Imagine that your psyche and your family can handle the burdens of multiple medical visits, utter dependence on the infallibility of a medical device, 24/7 family care and vigilance, strict adherence to medication regimens, worries about medical and financial complications, and alteration of body image perceptions that can lead to depression and anxiety.

Imagine how your life might actually end. If you turn off the pump it is suicide. If your doctor or family member turns off the pump it is either euthanasia, assisted suicide, or ethical withdrawal of therapy depending on the status of your permission (and maybe the State you are in).  Perhaps you will develop a new fatal condition from which you will die with the pump running. Imagine if you lived long enough to require a pump replacement.

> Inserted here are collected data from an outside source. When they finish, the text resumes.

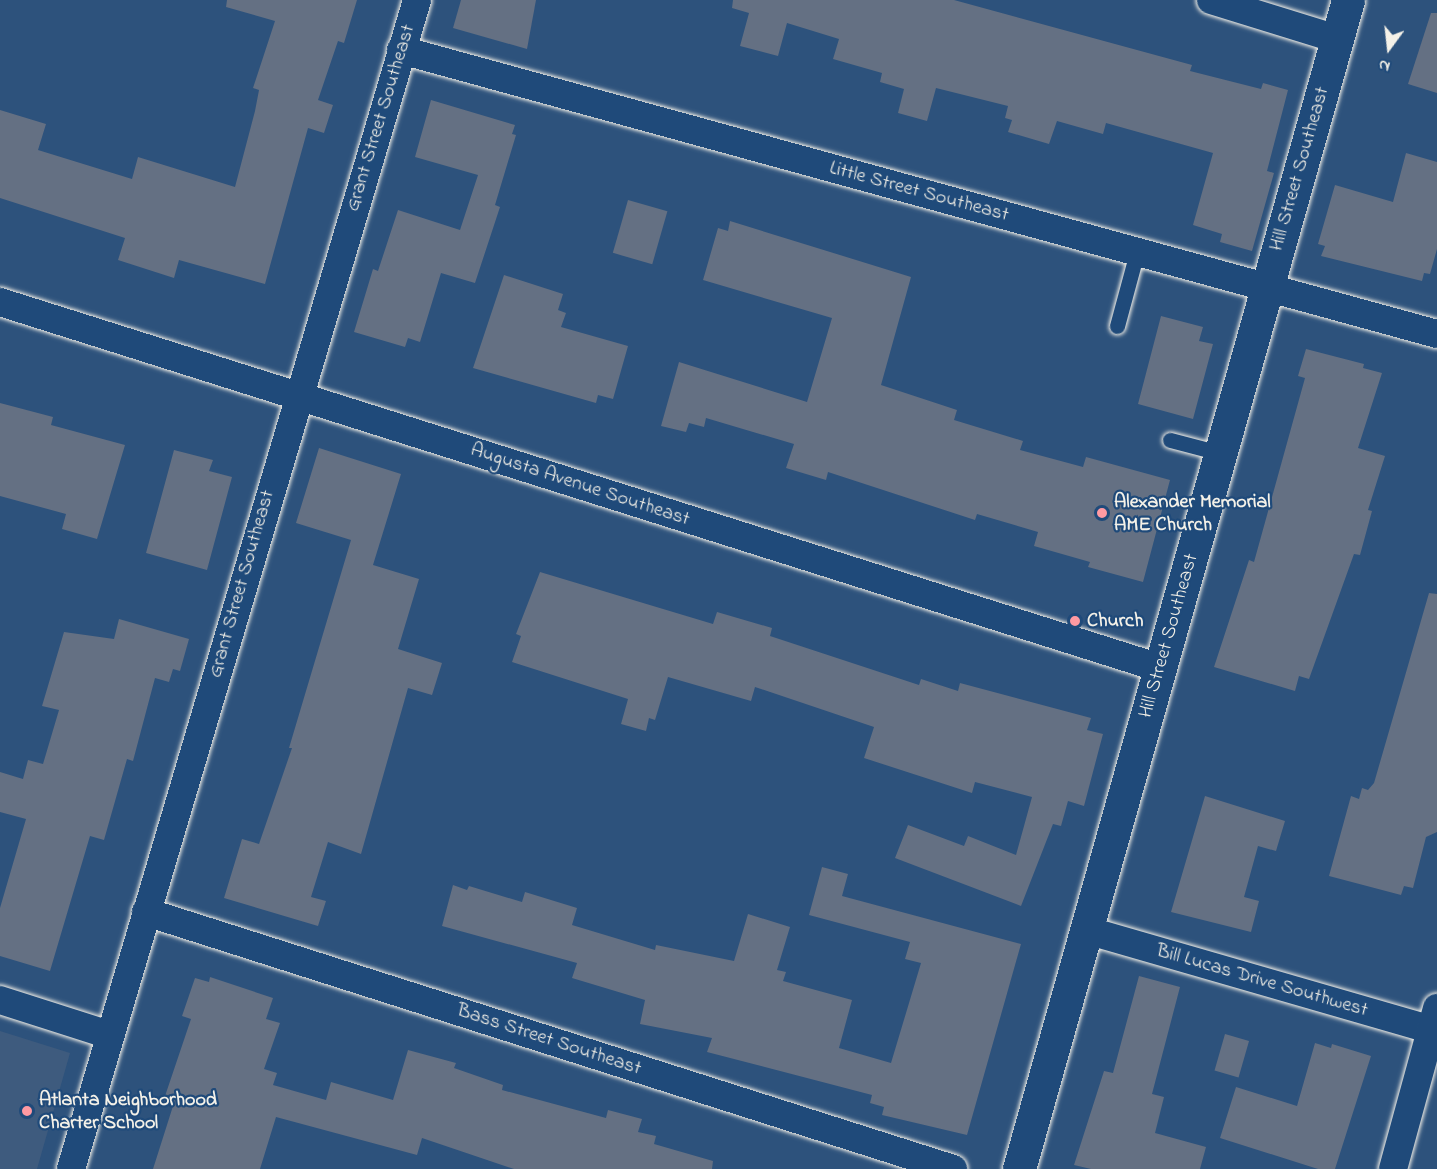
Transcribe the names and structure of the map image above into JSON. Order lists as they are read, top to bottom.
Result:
{
  "streets": {
    "street": [
      "Grant Street Southeast",
      "Hill Street Southeast",
      "Little Street Southeast",
      "Augusta Avenue Southeast",
      "Bill Lucas Drive Southwest",
      "Bass Street Southeast"
    ]
  },
  "crossings": [
    ["Grant Street Southeast", "Little Street Southeast"],
    ["Grant Street Southeast", "Augusta Avenue Southeast"],
    ["Grant Street Southeast", "Bass Street Southeast"],
    ["Hill Street Southeast", "Little Street Southeast"],
    ["Hill Street Southeast", "Augusta Avenue Southeast"],
    ["Hill Street Southeast", "Bill Lucas Drive Southwest"]
  ],
  "places": ["Alexander Memorial AME Church", "Church", "Atlanta Neighborhood Charter School"],
  "north": "bottom"
}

Imagine that part of the pre-operative process before the pump is implanted is a detailed discussion with your physician (and your family hopefully) about how and when YOU would want the pump turned off.

NOW … IMAGINE THAT YOU ARE DICK CHENEY. *

Then imagine how a “rationing” process to cut medical care costs under Medicare might work in this situation.

Imagine how it might work if you were the patient rather than Mr. Cheney.

Blogs have already appeared making the argument that Steve Jobs would not have lived his “extra” two years with a liver transplant under U.K. or Canadian health systems.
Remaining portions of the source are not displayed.